DATA FOR THE TASK START

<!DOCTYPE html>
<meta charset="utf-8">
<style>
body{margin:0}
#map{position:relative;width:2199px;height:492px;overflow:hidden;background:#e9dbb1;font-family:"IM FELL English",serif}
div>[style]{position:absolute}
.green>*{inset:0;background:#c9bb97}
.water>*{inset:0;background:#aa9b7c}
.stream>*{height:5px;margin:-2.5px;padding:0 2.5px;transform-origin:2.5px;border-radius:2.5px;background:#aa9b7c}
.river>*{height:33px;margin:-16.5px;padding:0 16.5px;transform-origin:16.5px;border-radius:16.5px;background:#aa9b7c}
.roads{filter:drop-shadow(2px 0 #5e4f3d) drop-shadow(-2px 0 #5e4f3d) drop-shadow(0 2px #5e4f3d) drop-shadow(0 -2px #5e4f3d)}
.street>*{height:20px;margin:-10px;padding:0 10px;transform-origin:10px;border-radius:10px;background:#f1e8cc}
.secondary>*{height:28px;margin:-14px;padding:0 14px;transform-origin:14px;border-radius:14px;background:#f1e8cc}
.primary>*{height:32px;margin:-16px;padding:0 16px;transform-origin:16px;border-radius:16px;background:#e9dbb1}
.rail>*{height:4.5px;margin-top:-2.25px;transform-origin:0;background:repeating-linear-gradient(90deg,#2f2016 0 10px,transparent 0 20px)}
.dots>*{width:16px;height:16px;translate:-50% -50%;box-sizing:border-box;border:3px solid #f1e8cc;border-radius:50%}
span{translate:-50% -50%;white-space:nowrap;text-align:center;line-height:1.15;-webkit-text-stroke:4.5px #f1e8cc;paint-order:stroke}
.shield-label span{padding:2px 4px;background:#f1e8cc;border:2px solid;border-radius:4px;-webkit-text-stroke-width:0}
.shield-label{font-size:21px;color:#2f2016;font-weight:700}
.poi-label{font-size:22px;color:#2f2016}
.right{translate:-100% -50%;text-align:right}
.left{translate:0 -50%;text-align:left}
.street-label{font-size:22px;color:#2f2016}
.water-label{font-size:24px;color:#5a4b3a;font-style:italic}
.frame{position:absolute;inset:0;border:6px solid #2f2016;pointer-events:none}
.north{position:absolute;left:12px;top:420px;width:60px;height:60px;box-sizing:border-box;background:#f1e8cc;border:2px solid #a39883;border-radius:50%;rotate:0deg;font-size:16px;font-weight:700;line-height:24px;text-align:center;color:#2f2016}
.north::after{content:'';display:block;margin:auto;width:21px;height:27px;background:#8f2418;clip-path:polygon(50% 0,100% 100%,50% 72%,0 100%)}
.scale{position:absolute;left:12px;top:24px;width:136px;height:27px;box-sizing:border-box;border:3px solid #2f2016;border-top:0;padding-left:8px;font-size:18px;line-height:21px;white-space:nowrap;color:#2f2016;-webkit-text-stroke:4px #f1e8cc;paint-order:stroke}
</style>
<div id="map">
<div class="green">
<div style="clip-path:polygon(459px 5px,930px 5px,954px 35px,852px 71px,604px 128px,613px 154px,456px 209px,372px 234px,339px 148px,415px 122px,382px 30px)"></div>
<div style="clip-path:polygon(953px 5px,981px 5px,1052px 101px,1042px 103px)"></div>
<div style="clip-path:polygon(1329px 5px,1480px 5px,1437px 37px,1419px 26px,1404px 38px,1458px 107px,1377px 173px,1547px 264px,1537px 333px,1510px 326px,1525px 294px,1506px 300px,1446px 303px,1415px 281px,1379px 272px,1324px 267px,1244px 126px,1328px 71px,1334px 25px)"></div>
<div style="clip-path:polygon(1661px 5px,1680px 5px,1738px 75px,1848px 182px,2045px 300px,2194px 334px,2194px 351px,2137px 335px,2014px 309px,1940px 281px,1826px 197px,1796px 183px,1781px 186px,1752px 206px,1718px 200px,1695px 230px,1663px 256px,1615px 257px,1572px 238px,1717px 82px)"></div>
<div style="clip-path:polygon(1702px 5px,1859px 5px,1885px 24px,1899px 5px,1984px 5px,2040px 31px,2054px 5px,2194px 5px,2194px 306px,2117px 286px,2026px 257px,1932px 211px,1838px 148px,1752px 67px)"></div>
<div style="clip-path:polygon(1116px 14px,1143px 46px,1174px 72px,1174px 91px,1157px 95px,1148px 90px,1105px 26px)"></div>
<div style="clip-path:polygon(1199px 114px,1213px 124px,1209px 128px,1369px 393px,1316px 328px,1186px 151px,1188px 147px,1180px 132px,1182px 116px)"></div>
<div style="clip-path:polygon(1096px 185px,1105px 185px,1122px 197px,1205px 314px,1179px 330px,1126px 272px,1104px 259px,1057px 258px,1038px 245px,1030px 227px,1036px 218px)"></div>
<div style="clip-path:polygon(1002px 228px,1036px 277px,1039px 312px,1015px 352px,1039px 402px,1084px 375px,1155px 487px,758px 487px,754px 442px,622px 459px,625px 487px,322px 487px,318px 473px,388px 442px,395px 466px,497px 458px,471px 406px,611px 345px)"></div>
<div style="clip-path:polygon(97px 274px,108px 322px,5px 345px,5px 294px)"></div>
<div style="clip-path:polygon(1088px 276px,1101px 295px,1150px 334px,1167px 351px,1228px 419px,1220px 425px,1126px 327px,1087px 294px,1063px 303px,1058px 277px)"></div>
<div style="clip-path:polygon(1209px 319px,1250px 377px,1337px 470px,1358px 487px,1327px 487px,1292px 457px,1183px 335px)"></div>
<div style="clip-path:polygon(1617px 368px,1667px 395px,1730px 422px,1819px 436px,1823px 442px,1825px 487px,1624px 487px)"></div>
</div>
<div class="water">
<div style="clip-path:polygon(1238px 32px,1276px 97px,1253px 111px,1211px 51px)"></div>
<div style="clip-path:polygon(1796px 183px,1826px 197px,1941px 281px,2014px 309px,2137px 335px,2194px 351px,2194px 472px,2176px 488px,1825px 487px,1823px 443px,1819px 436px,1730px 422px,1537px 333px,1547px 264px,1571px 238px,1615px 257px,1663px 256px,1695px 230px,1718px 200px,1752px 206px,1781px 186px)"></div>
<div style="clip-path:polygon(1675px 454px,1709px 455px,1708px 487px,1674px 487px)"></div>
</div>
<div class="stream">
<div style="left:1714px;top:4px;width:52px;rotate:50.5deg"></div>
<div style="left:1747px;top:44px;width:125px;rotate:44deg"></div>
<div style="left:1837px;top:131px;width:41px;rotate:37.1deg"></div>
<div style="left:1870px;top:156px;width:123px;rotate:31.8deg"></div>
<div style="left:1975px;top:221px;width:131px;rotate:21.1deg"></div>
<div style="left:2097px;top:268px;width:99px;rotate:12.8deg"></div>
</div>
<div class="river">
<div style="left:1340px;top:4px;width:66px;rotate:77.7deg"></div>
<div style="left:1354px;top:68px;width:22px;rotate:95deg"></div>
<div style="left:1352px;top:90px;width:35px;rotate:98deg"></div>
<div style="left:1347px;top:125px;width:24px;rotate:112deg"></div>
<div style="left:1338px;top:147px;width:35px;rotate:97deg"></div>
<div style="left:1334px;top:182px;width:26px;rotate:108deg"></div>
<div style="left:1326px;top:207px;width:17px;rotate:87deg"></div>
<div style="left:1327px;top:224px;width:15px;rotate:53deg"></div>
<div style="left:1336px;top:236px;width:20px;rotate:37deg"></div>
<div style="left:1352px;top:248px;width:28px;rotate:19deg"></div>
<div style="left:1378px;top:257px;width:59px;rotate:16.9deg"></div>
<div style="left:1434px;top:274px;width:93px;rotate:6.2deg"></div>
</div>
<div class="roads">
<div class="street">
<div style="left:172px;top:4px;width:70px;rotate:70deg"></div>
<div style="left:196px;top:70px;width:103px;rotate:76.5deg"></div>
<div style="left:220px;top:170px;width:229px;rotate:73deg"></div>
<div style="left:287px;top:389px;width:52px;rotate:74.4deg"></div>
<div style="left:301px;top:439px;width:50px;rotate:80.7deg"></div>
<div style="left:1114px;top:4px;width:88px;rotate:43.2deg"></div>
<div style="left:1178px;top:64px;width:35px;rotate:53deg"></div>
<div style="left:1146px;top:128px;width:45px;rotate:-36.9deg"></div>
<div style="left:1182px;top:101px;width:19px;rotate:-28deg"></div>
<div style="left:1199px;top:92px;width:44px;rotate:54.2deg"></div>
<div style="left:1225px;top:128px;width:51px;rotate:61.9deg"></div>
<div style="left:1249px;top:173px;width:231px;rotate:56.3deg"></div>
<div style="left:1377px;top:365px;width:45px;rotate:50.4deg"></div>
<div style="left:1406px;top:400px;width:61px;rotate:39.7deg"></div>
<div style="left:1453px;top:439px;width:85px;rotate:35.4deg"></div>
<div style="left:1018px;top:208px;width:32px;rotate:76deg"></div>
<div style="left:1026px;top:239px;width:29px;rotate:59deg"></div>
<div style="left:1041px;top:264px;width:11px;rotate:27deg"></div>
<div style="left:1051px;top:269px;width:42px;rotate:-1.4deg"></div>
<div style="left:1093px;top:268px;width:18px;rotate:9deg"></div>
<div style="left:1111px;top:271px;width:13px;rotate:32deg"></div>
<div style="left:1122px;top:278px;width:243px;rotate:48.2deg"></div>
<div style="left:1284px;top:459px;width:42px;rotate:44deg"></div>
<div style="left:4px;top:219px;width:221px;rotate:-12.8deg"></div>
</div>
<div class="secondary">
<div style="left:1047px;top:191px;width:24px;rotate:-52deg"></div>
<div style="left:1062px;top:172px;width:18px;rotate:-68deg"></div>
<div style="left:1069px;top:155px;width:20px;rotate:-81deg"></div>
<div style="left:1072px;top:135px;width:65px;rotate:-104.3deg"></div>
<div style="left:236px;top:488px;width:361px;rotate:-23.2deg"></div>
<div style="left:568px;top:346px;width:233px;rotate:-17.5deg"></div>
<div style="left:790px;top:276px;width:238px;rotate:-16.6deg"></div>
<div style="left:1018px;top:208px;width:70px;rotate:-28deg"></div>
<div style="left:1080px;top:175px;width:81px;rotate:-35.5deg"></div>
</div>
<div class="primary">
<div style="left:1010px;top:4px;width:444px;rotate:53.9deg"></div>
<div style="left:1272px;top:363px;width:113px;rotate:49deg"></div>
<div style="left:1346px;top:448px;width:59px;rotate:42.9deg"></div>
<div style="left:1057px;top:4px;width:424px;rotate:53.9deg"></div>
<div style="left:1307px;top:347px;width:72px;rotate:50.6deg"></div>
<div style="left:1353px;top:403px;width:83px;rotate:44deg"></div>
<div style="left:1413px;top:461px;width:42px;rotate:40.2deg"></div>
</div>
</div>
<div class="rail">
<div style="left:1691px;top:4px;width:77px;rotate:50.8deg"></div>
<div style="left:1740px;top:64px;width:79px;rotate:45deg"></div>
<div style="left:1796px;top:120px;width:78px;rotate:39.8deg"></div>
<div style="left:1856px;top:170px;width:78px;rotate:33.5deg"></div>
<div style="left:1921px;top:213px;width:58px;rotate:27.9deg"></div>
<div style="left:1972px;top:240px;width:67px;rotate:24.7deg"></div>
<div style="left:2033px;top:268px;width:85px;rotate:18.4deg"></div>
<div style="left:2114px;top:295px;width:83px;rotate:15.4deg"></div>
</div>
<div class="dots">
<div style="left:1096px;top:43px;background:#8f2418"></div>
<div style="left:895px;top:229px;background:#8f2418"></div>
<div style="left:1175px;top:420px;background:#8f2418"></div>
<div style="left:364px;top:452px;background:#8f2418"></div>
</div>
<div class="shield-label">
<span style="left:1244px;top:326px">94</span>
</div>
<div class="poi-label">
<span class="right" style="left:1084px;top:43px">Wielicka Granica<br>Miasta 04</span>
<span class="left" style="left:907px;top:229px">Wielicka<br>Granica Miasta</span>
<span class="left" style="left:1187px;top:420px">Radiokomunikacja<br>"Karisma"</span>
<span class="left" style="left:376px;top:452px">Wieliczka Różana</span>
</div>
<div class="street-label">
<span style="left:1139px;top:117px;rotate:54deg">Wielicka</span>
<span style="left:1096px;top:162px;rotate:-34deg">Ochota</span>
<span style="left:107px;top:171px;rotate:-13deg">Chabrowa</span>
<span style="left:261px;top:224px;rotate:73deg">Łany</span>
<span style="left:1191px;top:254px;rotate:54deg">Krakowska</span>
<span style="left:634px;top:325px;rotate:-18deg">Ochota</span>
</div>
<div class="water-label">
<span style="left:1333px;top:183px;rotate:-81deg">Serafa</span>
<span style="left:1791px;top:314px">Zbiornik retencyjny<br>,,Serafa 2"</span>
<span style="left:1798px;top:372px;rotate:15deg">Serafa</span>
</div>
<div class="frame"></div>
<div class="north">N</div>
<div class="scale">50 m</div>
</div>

DATA FOR THE TASK END

AIM OF THE EXERCISE: Report each line of the entries where the word "stream" occurs.

REPLY TO THE EXERCISE:
.stream>*{height:5px;margin:-2.5px;padding:0 2.5px;transform-origin:2.5px;border-radius:2.5px;background:#aa9b7c}
<div class="stream">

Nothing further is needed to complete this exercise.